• Action item:
All that is needed is each line of the entries holding the word "linecap", copied as it stands.
BEGIN Records for the exercise
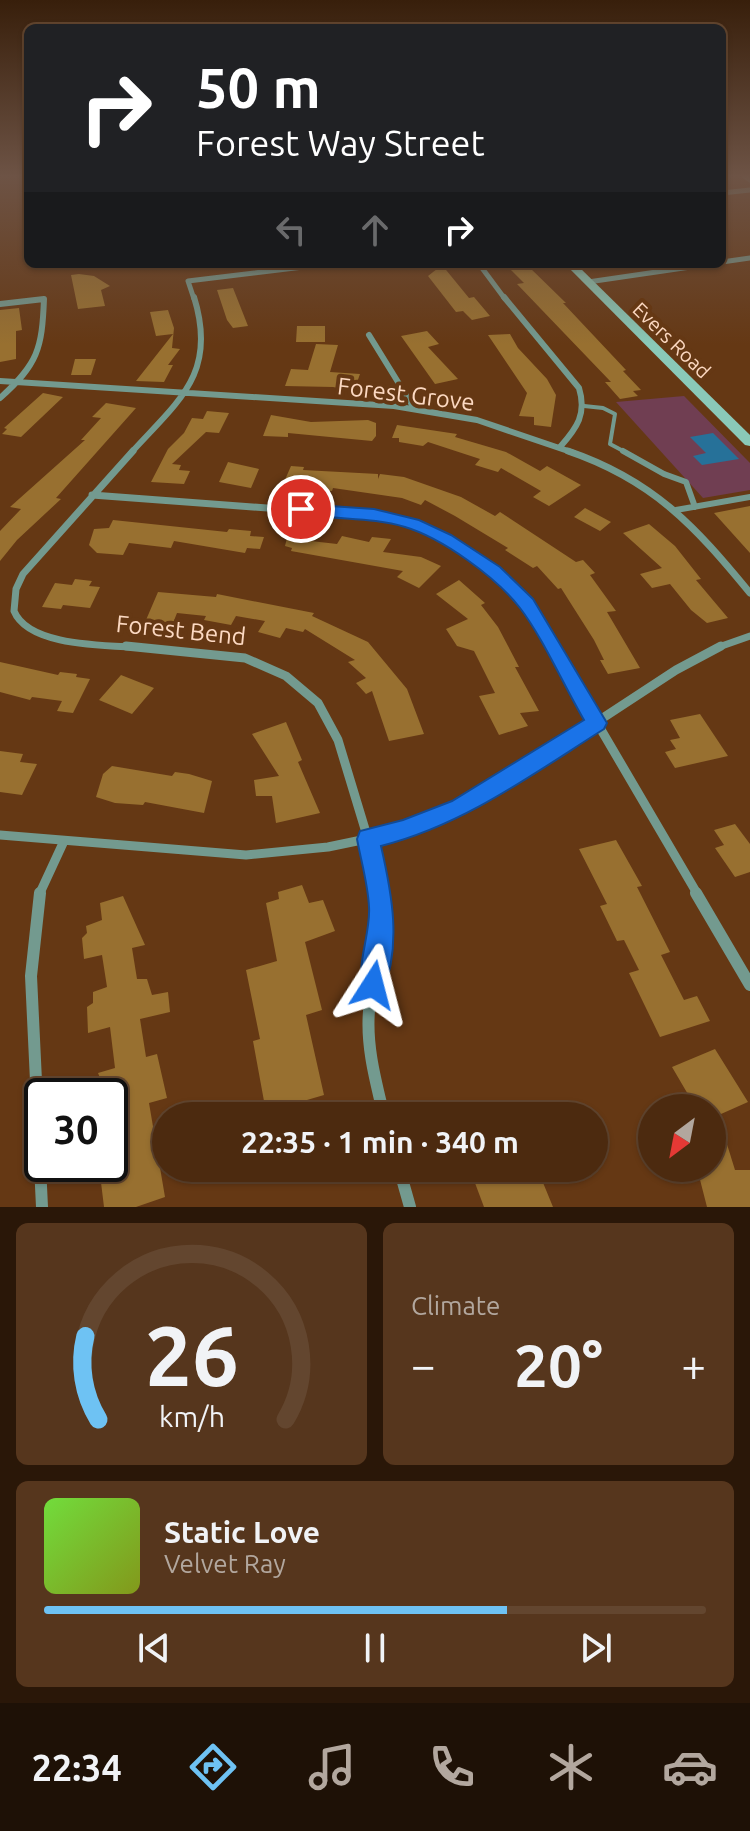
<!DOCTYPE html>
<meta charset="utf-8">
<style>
body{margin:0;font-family:Ubuntu,sans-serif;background:#56361d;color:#f1f3f6;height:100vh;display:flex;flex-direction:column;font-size:30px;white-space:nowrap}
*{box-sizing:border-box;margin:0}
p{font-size:26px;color:#b2a79e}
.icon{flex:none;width:44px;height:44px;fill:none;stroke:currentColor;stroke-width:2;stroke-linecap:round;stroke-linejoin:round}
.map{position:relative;height:1207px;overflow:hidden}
.sheet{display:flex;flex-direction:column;gap:16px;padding:16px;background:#2a1708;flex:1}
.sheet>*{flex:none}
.hud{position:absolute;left:24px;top:24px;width:702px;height:244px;border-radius:12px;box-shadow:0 2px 6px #0004,0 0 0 2px #63462f;background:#202124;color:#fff;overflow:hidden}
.needle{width:52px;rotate:212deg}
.controls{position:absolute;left:638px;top:1094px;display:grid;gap:16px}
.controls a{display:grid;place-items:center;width:88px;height:88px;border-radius:50%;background:#4c2a0f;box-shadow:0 2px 6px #0004,0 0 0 2px #63462f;font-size:40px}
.speed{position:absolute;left:24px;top:1078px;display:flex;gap:16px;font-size:40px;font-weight:700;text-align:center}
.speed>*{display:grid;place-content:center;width:104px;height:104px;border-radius:50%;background:#4c2a0f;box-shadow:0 2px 6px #0004,0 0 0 2px #63462f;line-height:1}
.speed .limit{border:4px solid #111;border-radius:12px;background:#fff;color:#111}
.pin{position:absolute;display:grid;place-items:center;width:68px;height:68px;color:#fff;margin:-34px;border:4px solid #fff;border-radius:50%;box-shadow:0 2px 8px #0007}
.me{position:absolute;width:88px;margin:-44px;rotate:9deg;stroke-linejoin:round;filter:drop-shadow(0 0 6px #0008)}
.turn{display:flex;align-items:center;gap:28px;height:168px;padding:0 40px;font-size:36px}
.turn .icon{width:104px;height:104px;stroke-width:2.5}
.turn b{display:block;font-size:56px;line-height:68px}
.lanes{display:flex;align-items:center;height:76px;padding:0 40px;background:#0003;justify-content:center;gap:40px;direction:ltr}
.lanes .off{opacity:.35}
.big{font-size:60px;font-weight:700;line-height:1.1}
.sheet .card{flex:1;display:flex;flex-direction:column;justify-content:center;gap:12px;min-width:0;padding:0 28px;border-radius:12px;background:#56361d}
.sheet .dial{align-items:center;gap:0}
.dial svg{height:208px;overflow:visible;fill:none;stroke:#63462f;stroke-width:7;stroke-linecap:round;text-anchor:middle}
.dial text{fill:#f1f3f6;stroke:none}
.song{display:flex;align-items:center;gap:24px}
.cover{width:96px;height:96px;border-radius:12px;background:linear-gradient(135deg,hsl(100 70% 55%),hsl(70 70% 35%))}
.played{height:8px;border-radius:4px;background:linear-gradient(90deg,#6ec2f3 70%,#63462f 70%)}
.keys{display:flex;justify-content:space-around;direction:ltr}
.heat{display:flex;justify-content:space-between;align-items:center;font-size:44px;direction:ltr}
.sheet .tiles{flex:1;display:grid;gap:16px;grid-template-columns:1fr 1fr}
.card:last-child{grid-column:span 2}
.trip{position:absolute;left:152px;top:1102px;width:456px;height:80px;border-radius:40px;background:#4c2a0f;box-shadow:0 2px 6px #0004,0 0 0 2px #63462f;font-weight:700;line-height:80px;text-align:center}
.menu{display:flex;height:128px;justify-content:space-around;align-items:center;background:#1e1106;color:#b2a79e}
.menu .icon{width:56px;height:56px}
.menu .active{color:#6ec2f3}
.menu b{font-size:36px;color:#f1f3f6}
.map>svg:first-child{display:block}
.green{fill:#703e52}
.water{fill:#267199}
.building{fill:#987030}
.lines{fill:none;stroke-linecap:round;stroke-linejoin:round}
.service-far1{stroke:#739a8f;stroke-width:4}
.service{stroke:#739a8f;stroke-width:6}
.minor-far4{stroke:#739a8f;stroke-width:5}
.minor-far3{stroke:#739a8f;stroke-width:6}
.minor-far2{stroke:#739a8f;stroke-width:7}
.minor-far1{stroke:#739a8f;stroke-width:9}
.minor{stroke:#739a8f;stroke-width:12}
.secondary{fill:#8ac9b8;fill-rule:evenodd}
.route{fill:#1a73e8;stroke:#114b97;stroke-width:2}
.labels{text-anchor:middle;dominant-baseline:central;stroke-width:8;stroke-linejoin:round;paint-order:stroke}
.far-street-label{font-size:20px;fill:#fcd9c2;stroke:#653814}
.street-label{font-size:24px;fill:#fcd9c2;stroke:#653814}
</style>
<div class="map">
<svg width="750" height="1207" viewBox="0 0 750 1207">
<rect width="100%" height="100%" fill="#653814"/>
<path class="green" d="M684 396 750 463V490L703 498 616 402Z"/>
<path class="water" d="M713 433 739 459 702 465 693 456 706 453 690 437Z"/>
<path class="building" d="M505 264H526L566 303H563L626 370 623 371 641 390 633 391 638 396 620 399 605 382H611L517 284 524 283Z
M442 265 469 298 474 297 490 316 472 320 463 311 456 312 428 276Z
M79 274 94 276 110 286 101 290 105 306 78 309 71 275Z
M233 288 248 326 233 328 227 320 217 290Z
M19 308 22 330 16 331V359L0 362V310Z
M168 310 174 328 172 348 180 349 168 365H173L164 382 136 381 173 334 156 336 150 312Z
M297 326H325V342H296Z
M427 331 439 344 428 347 458 379 435 384 401 336Z
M510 334 518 348 547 379 556 395 551 427 534 425V417L519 416 527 393 488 335Z
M316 344 338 345 330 372 360 374 354 391 333 387 285 386 291 369 308 370Z
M75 359H96L91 375H71Z
M43 393 63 397 21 437 2 434 7 429 4 428Z
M106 403 136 408 56 498 61 499 17 540 0 561V531L21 509 10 507 85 440H81L101 418 92 417Z
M207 411 229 413 219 433 206 432 172 464 181 465 179 470 190 471 184 484 151 482 168 449 184 433 192 418 203 419Z
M271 415 311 422 368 420 376 423V436L372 441 288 433V437L263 436Z
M397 425 457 434 455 437 506 452 540 471 547 466 581 485 549 506 533 497 541 491 501 468 498 472 475 465 480 459 428 442 423 446 399 442V438H392Z
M228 462 259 469 251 488 219 482Z
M291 466 304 467 303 470 378 474V479L380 474 404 477 461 497 495 516 500 512 576 562 583 560 595 573 590 575 616 611 607 612 640 668 608 674 600 660H604L594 640 561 588 558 589 537 566 533 568 505 550 508 548 455 516 425 500 421 505 402 498 333 488 332 491 316 490V486L284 482Z
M750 506V553L714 513Z
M585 508 611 522 600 531 574 517Z
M113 520 227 532 229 529 251 531 250 536 264 537 260 549 247 548 245 553 174 541 171 548 129 543 123 555 97 553 89 545 94 529 109 528Z
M649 524 675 546 701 579 696 580 728 618 707 623 691 610 670 584 652 588 640 574 662 568 623 533Z
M298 531 314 532 311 541 337 544 342 536 369 542 372 537 391 539 383 552 421 557 441 566 419 588 397 577 403 571 291 551 292 548 285 546 287 538 295 539Z
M75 579 92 581 89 586 100 587 90 608 63 605 61 609 42 607 55 583 72 585Z
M459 580 485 603 481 605 498 627 519 667H515L539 711 520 713 528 726 499 735 479 696 495 693 474 651 457 646 446 629 468 619 436 594Z
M158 592 216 597 217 594 314 613 312 616 368 642 407 689 424 734 389 741 372 691 366 694 356 683 366 678 348 662 355 660 305 629 303 632 286 628 280 638 258 632 265 621 236 616 231 625 204 620 206 616 177 613 173 623 146 620Z
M0 662 58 675 60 672 77 674 76 677 90 679 73 713 57 711 62 701 32 697 30 700 0 692Z
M121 675 154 688 132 714 99 700Z
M700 714 728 756 675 768 665 752 676 749 670 740 680 738 670 720Z
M286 722 302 760 298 762 320 813 276 823 272 796H256L254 780 279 776 252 734Z
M0 751 23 754 20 762 37 764 22 795 0 792Z
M112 766 172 776 175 772 189 774 212 781 204 813 145 802 143 805 115 803 96 797 103 774Z
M735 824 750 844V872L735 877 715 848 724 845 714 830Z
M616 840 642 886 637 887 670 952 661 955 684 1000 697 996 710 1021 660 1037 629 973 639 970 624 940 617 941 600 906 607 904 579 849Z
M302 885 309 903 323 900 335 931 305 942 322 1010 306 1015 324 1095 266 1112 253 1041 260 1039 246 970 277 961 266 903 279 899 278 892Z
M123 896 145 945 132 948 137 979H147L152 995 168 992 170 1012 140 1019 146 1057 157 1054 167 1098 149 1103 165 1197 136 1207H104L99 1166 123 1158 120 1112 110 1115V1096H84L103 1085 98 1073 115 1068 110 1027 88 1033 87 1007 93 1003V992L107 987 102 955 84 959 82 938 87 933 86 926 102 920 100 903Z
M715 1049 748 1102 712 1118V1108H696L672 1067Z
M726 1141 735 1170H750V1207H707L697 1168H712V1142Z
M487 1168H537L553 1207H484L475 1183 491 1177Z"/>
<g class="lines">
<path class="service-far1" d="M584 406 603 408 615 414 610 444 627 453"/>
<path class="service" d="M623 451 664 474 686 482 695 507
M676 510 750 497"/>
<path class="minor-far4" d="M744 176 750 180
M722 193 750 190
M722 262 750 258
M479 264 505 299
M588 282 711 264
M194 299 188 281 328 264"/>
<path class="minor-far3" d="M504 297 579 388C587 414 577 428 560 447
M0 304 44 299C42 349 38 364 0 398
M369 335 414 408
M0 381 394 406 477 420 574 453
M131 453C178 401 218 374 194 297"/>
<path class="minor-far2" d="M133 451 23 574 16 589 14 611C29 648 111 645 146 648
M568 451C653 480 695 526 750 593
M92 495 388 517C439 532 497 560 528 605 537 619 545 634 553 648
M716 648 750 636"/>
<path class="minor-far1" d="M126 646 245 658 286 676 318 703 338 740 368 839 380 895
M552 646 698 895
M0 835 246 855 328 847 381 836 433 819 496 788 676 670 721 646
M39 895 64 841"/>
<path class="minor" d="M40 893 31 976 42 1207
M380 893C388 932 373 972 369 1011 366 1047 376 1082 384 1116
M696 893 750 985
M399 1168 410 1207"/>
<path class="secondary" d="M565 264H576L750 435V446L745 445Z"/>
</g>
<linearGradient id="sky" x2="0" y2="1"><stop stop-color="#381f0b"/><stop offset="0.51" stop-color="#6d5345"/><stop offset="1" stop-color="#6d5345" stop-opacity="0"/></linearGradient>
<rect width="750" height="345" fill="url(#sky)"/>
<path class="route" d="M301 504 374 509 419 520 451 535 500 567 533 599 607 723 604 729C533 774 464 825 381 846 392 894 402 946 382 994L373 998 364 994C354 970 371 934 369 907 368 884 361 861 357 839L360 831 403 820 452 801 584 720C564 686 543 638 520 608 496 577 442 538 405 527 369 516 331 521 295 512V505Z"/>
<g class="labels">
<g class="far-street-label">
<text transform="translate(672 340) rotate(44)">Evers Road</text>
</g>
<g class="street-label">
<text transform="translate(406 394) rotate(7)">Forest Grove</text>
<text transform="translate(181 630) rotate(6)">Forest Bend</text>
</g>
</g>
</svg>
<div class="controls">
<a><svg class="needle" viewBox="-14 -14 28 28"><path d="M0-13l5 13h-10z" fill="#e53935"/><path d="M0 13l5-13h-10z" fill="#b2a79e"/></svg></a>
</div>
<div class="speed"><div class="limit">30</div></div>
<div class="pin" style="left:301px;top:509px;background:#d93025"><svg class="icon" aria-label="arrive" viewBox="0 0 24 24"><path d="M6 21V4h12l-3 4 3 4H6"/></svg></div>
<svg class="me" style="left:373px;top:985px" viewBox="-20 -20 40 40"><path d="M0-17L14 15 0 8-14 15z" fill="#1a73e8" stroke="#fff" stroke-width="4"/></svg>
<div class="trip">22:35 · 1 min · 340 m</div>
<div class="hud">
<div class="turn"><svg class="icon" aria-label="right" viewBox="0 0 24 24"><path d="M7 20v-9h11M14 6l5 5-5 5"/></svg><div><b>50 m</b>Forest Way Street</div></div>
<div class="lanes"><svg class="icon off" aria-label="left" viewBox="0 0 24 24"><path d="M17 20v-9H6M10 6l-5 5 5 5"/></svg><svg class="icon off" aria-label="ahead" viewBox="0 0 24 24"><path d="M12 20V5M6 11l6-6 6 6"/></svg><svg class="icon" aria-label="right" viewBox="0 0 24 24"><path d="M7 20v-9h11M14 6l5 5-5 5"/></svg></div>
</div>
</div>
<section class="sheet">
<div class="tiles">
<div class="card dial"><svg viewBox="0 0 100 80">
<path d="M14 69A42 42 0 1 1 86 69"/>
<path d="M14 69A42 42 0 0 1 9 37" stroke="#6ec2f3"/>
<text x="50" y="56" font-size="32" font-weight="700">26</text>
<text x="50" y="72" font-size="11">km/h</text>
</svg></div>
<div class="card"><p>Climate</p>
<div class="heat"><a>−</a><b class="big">20°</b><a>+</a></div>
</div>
<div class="card">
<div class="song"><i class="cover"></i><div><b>Static Love</b><p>Velvet Ray</p></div></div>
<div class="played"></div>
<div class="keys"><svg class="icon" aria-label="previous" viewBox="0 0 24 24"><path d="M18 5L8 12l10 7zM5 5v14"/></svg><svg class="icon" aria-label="pause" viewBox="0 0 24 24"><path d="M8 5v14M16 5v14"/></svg><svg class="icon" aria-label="next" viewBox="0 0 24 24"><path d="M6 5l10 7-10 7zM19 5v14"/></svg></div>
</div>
</div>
</section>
<nav class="menu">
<b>22:34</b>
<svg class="icon active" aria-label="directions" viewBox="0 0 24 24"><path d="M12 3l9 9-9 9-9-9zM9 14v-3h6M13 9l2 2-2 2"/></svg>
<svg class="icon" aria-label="music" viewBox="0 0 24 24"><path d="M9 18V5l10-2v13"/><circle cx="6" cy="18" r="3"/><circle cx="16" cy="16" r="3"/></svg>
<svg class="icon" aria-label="phone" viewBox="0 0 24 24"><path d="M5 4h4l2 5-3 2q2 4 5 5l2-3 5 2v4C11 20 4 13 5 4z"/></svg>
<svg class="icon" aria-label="climate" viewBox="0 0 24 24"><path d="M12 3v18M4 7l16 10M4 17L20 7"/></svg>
<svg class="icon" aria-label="car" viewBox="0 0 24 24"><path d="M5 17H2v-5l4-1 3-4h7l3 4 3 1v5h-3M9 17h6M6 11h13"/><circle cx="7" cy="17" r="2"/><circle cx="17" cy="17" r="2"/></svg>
</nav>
END Records for the exercise
• The answer:
.icon{flex:none;width:44px;height:44px;fill:none;stroke:currentColor;stroke-width:2;stroke-linecap:round;stroke-linejoin:round}
.dial svg{height:208px;overflow:visible;fill:none;stroke:#63462f;stroke-width:7;stroke-linecap:round;text-anchor:middle}
.lines{fill:none;stroke-linecap:round;stroke-linejoin:round}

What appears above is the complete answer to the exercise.